»»
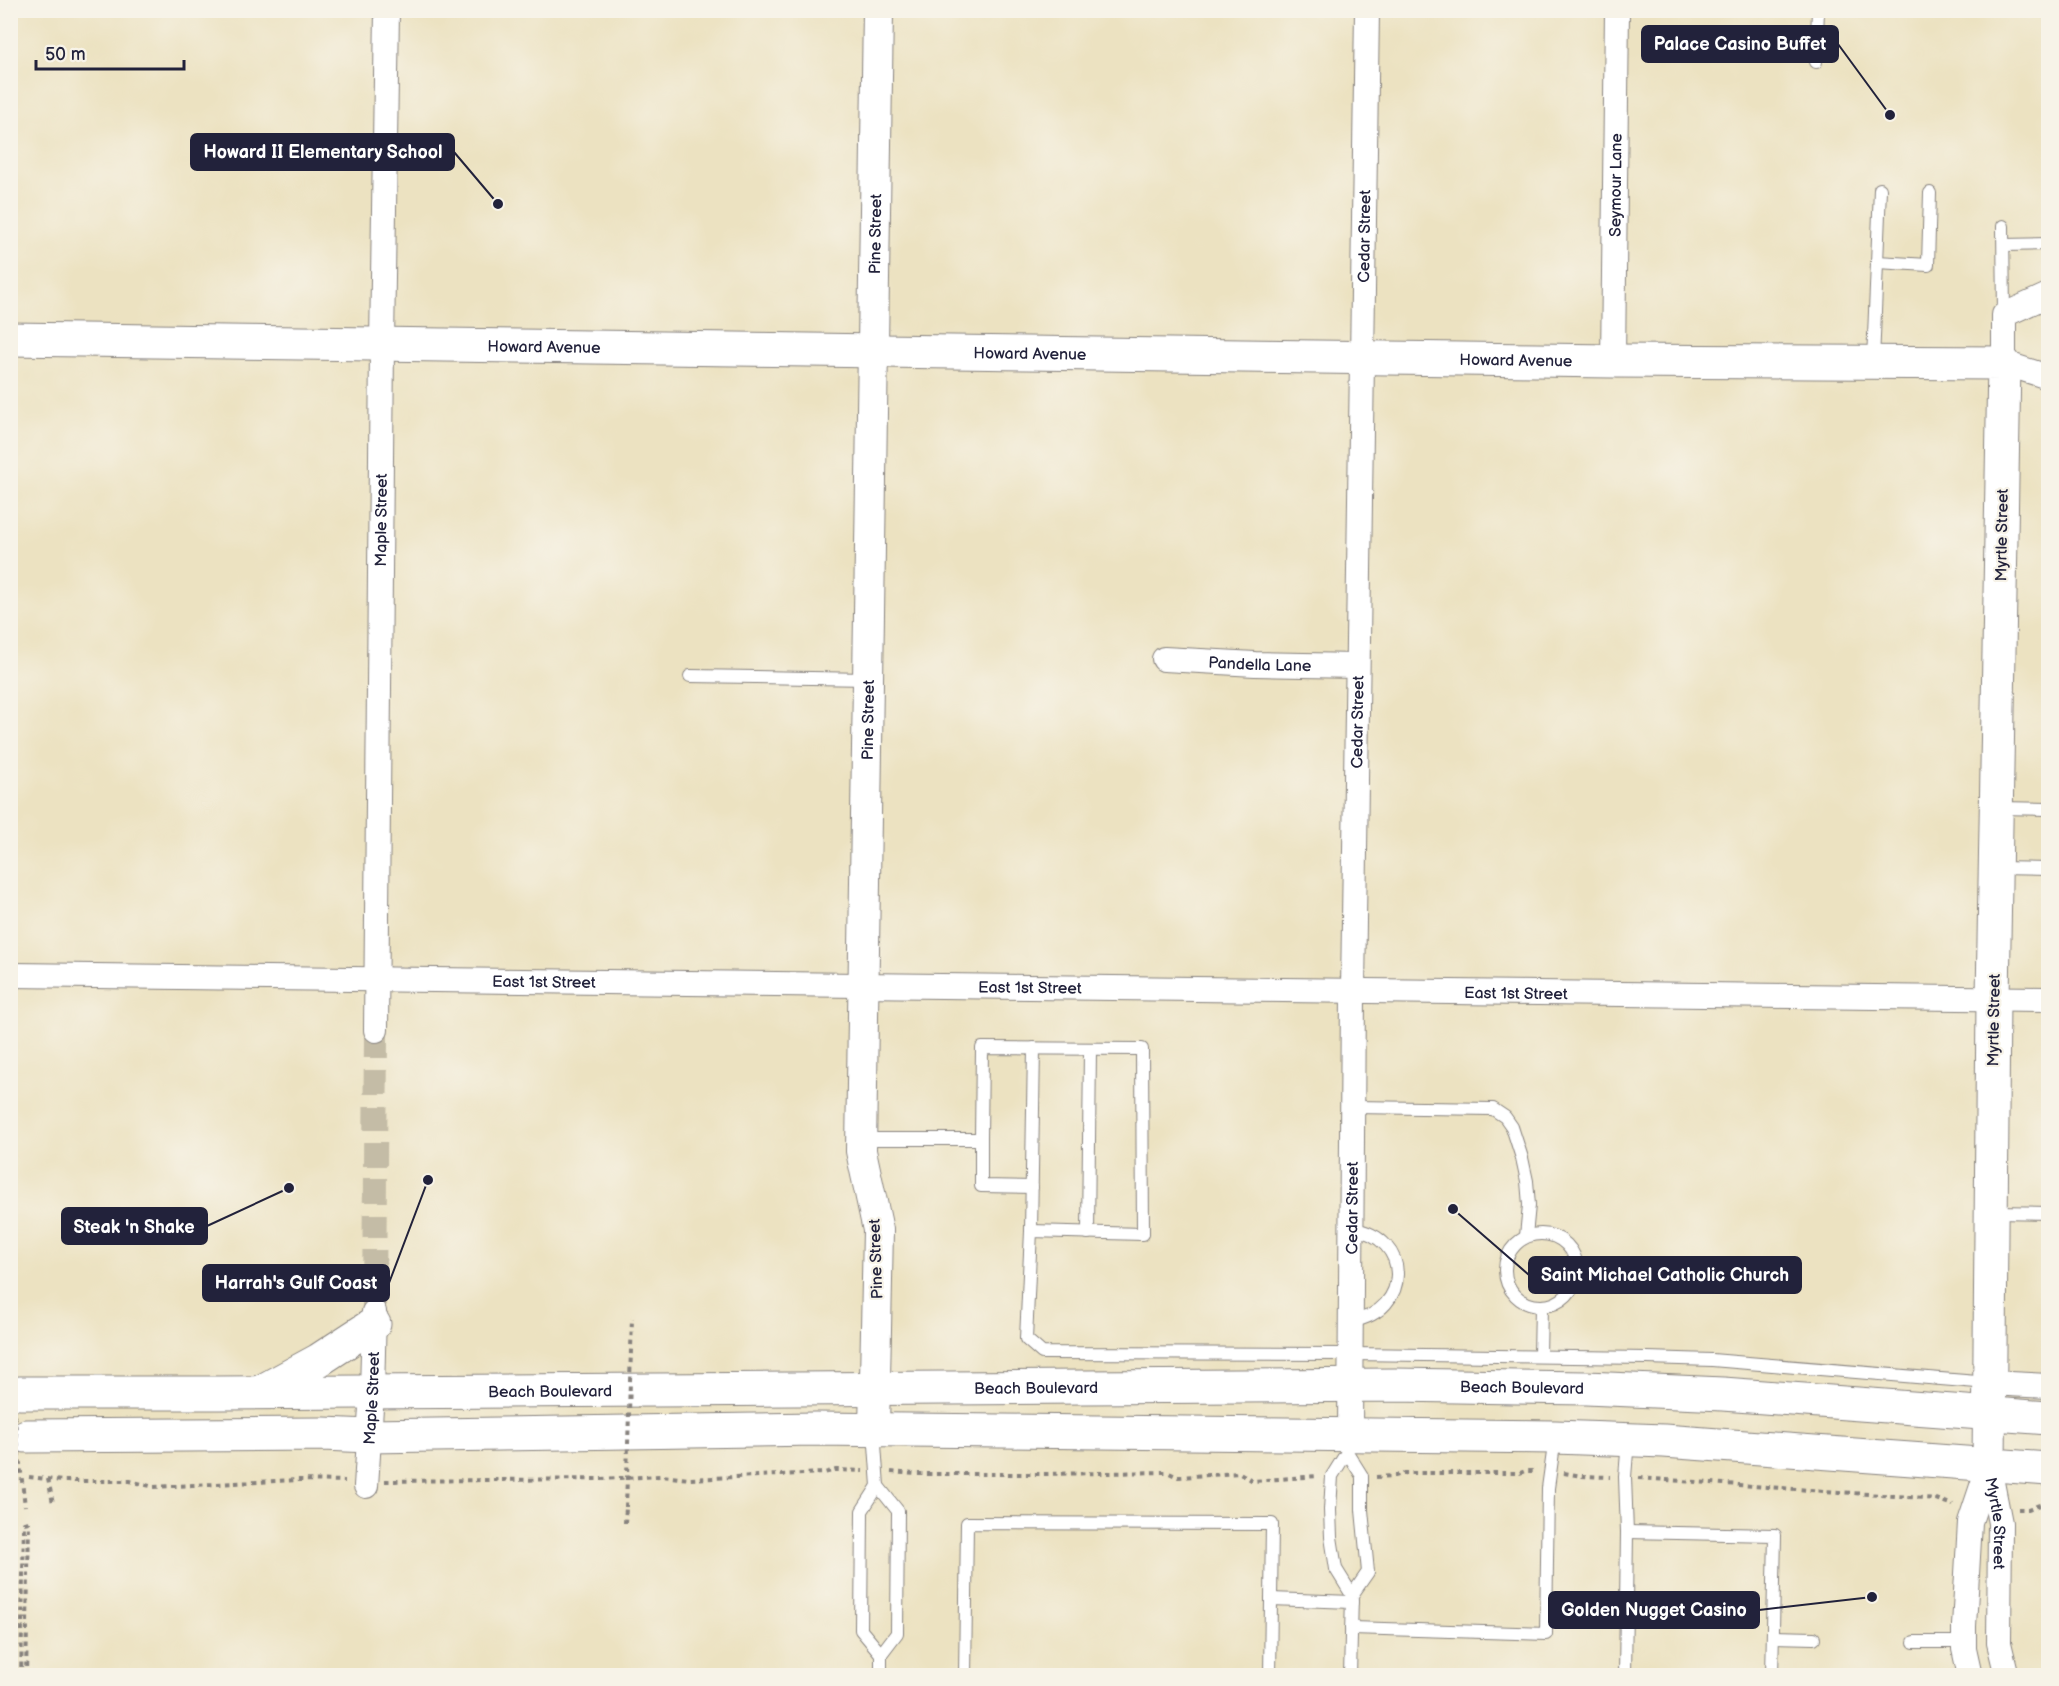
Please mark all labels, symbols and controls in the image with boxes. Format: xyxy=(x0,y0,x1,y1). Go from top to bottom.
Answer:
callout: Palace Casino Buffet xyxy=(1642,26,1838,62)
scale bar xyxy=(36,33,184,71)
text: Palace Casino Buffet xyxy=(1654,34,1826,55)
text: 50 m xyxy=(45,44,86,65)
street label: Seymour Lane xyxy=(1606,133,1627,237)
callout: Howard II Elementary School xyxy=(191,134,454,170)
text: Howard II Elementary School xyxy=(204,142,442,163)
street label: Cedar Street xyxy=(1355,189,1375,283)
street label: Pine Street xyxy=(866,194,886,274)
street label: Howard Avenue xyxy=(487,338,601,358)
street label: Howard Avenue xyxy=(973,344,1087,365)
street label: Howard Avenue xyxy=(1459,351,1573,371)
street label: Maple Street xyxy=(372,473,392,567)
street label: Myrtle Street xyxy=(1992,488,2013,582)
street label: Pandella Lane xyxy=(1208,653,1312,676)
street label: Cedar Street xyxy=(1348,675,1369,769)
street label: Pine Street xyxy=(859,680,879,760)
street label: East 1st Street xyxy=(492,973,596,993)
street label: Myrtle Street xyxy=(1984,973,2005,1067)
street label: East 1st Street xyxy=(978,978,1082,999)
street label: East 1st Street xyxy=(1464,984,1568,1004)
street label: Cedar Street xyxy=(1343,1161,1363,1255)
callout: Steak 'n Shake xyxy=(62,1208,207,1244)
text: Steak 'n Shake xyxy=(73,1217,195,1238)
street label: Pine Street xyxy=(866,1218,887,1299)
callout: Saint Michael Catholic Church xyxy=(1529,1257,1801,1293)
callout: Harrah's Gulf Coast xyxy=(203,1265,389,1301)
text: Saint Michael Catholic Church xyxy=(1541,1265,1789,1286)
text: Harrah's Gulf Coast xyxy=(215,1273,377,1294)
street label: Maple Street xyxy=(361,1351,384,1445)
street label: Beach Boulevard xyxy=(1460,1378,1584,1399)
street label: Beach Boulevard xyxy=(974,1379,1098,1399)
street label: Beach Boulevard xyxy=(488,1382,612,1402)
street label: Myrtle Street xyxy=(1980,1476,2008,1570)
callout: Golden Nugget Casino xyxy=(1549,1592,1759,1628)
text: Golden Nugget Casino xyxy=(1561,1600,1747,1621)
««
**Work required:** Would you copy out the data exactly, leaving every picture out?

**Solution for this task:**
Please mark all labels, symbols and controls in the image with boxes. Format: xyxy=(x0,y0,x1,y1). Go from top to bottom.
Answer:
callout: Palace Casino Buffet xyxy=(1642,26,1838,62)
scale bar xyxy=(36,33,184,71)
text: Palace Casino Buffet xyxy=(1654,34,1826,55)
text: 50 m xyxy=(45,44,86,65)
street label: Seymour Lane xyxy=(1606,133,1627,237)
callout: Howard II Elementary School xyxy=(191,134,454,170)
text: Howard II Elementary School xyxy=(204,142,442,163)
street label: Cedar Street xyxy=(1355,189,1375,283)
street label: Pine Street xyxy=(866,194,886,274)
street label: Howard Avenue xyxy=(487,338,601,358)
street label: Howard Avenue xyxy=(973,344,1087,365)
street label: Howard Avenue xyxy=(1459,351,1573,371)
street label: Maple Street xyxy=(372,473,392,567)
street label: Myrtle Street xyxy=(1992,488,2013,582)
street label: Pandella Lane xyxy=(1208,653,1312,676)
street label: Cedar Street xyxy=(1348,675,1369,769)
street label: Pine Street xyxy=(859,680,879,760)
street label: East 1st Street xyxy=(492,973,596,993)
street label: Myrtle Street xyxy=(1984,973,2005,1067)
street label: East 1st Street xyxy=(978,978,1082,999)
street label: East 1st Street xyxy=(1464,984,1568,1004)
street label: Cedar Street xyxy=(1343,1161,1363,1255)
callout: Steak 'n Shake xyxy=(62,1208,207,1244)
text: Steak 'n Shake xyxy=(73,1217,195,1238)
street label: Pine Street xyxy=(866,1218,887,1299)
callout: Saint Michael Catholic Church xyxy=(1529,1257,1801,1293)
callout: Harrah's Gulf Coast xyxy=(203,1265,389,1301)
text: Saint Michael Catholic Church xyxy=(1541,1265,1789,1286)
text: Harrah's Gulf Coast xyxy=(215,1273,377,1294)
street label: Maple Street xyxy=(361,1351,384,1445)
street label: Beach Boulevard xyxy=(1460,1378,1584,1399)
street label: Beach Boulevard xyxy=(974,1379,1098,1399)
street label: Beach Boulevard xyxy=(488,1382,612,1402)
street label: Myrtle Street xyxy=(1980,1476,2008,1570)
callout: Golden Nugget Casino xyxy=(1549,1592,1759,1628)
text: Golden Nugget Casino xyxy=(1561,1600,1747,1621)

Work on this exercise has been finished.